[[ Provided material open ]]

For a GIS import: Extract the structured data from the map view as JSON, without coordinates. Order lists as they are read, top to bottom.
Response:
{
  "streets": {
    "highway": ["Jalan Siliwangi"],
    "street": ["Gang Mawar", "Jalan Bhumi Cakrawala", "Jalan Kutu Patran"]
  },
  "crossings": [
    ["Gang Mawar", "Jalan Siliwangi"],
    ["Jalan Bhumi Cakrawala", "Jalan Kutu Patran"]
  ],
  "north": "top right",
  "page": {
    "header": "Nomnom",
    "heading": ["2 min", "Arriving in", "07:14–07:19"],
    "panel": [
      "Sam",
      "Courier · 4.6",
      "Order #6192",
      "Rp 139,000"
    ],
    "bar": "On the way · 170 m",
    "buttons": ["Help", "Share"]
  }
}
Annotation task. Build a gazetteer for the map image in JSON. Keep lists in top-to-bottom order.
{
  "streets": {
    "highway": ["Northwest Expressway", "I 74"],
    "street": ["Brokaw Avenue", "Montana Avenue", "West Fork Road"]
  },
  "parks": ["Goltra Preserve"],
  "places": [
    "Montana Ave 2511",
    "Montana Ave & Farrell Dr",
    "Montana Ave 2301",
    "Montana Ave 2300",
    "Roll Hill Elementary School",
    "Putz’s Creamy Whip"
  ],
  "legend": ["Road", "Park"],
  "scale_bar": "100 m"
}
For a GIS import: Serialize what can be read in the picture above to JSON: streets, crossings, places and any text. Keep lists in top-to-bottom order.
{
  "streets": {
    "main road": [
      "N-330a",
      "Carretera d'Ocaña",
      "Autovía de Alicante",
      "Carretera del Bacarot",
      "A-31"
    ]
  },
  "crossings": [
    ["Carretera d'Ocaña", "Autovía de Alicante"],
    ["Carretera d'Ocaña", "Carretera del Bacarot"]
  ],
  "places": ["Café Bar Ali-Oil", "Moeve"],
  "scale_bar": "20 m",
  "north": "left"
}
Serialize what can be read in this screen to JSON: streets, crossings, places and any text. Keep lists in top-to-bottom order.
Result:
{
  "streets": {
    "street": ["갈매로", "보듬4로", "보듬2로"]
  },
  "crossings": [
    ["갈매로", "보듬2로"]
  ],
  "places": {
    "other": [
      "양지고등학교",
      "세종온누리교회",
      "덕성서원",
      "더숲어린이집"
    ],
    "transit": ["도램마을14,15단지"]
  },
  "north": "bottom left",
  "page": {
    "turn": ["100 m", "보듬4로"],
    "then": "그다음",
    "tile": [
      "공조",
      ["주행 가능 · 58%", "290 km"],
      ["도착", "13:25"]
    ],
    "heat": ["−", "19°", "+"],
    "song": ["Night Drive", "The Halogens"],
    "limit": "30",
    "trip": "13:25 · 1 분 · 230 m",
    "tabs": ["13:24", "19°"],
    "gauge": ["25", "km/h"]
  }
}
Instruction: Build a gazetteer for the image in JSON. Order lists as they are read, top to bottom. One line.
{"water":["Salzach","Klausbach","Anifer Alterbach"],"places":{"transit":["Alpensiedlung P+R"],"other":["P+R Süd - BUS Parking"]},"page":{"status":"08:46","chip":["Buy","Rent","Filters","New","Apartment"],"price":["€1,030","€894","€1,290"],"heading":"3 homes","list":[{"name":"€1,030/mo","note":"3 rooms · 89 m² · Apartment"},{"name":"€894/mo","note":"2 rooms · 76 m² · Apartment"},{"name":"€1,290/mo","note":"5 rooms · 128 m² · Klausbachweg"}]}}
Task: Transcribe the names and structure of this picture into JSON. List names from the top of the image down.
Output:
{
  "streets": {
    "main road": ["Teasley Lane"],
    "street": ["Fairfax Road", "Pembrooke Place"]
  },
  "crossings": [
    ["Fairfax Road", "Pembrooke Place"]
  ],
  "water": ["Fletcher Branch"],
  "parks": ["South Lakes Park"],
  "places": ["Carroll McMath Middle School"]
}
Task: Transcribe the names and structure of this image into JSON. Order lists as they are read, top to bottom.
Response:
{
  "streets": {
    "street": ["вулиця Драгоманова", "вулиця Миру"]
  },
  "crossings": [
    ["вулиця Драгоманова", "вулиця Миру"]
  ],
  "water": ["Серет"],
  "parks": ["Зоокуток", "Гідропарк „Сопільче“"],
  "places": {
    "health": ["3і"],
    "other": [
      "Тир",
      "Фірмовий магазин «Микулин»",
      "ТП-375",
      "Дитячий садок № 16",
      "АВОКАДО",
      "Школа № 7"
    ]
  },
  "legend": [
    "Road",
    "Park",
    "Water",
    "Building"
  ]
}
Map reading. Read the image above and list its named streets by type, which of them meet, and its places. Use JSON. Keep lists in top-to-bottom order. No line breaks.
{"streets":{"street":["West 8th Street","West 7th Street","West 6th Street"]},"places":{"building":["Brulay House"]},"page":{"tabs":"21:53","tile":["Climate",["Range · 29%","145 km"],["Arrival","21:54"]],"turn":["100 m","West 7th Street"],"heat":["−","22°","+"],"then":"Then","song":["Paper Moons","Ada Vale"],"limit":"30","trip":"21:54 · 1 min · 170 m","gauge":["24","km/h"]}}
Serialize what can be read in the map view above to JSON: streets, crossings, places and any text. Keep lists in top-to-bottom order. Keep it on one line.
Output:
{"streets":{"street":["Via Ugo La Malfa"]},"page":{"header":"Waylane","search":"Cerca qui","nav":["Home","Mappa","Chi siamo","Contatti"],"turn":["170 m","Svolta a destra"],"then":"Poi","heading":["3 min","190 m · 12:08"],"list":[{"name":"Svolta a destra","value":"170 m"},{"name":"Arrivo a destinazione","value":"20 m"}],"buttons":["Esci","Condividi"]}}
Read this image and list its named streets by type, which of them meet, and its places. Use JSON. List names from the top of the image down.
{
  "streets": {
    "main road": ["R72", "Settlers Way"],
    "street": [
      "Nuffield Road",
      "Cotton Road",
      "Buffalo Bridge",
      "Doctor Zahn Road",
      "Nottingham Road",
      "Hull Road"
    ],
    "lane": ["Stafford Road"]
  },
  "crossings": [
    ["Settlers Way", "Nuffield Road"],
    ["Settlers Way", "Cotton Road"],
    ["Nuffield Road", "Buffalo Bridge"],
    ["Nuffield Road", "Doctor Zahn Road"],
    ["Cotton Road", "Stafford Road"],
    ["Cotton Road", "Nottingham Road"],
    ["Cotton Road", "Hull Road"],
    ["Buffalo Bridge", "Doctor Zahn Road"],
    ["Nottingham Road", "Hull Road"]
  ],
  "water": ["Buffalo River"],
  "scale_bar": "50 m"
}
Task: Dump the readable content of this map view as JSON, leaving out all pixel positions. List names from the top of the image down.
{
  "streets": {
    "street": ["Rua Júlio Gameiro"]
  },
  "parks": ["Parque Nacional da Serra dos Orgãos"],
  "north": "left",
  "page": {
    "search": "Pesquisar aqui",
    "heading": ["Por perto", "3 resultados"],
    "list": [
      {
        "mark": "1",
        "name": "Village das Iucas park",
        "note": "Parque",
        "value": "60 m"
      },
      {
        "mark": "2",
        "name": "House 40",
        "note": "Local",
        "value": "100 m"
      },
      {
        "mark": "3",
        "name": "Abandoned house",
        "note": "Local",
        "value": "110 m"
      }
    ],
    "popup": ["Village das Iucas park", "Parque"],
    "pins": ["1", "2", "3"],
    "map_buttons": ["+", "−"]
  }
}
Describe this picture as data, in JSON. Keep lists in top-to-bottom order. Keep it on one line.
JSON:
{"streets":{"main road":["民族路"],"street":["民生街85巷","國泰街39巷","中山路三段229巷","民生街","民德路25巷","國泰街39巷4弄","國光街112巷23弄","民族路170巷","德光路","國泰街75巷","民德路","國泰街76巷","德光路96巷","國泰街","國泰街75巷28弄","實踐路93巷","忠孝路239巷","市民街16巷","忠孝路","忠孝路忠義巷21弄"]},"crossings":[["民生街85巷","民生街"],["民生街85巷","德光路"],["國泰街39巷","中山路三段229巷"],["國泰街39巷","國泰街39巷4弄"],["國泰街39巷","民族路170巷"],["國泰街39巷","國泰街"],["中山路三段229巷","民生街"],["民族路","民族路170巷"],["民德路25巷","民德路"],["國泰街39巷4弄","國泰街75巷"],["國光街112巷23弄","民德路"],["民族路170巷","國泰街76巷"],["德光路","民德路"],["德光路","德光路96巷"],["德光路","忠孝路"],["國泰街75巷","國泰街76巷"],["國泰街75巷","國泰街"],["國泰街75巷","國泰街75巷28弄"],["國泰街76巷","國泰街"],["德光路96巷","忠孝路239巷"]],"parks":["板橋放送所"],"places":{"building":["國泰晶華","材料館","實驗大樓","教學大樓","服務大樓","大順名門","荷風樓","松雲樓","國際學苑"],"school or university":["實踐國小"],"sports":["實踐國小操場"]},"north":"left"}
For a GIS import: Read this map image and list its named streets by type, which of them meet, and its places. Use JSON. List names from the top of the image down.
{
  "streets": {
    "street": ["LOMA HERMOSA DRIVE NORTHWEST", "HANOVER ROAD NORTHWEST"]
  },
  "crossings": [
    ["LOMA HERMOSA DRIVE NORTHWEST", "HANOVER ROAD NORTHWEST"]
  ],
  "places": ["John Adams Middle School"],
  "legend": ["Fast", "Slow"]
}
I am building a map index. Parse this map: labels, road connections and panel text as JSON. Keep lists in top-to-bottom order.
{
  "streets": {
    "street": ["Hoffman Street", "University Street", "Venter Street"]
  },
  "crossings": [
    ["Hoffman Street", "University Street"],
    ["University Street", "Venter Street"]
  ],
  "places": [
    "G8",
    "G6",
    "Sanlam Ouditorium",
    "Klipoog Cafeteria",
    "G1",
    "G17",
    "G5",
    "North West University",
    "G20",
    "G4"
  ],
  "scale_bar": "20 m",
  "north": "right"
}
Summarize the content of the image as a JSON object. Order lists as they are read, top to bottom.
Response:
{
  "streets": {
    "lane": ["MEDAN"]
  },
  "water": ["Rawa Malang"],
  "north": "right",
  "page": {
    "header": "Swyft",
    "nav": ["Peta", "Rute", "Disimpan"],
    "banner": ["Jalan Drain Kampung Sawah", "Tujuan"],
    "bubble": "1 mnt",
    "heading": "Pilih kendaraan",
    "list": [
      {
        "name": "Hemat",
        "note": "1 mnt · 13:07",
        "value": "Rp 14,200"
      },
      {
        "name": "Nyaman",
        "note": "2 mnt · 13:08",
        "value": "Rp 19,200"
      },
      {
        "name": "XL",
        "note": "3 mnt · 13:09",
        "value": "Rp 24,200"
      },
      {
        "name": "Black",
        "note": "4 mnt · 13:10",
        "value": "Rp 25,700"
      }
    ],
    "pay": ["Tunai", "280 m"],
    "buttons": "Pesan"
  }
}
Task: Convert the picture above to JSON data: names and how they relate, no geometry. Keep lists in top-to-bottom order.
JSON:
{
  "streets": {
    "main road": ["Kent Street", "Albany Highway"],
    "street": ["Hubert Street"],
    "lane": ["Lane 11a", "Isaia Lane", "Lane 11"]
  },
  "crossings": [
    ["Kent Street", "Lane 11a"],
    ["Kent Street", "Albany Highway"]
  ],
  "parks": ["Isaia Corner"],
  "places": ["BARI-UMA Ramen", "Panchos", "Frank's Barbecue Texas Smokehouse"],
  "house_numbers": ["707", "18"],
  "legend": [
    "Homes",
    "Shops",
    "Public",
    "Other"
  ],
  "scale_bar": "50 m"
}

[[ Provided material closed ]]

Instructions for the task
After reading the records above, say how many lines hold the string "data", using only a number.

Output for this task
3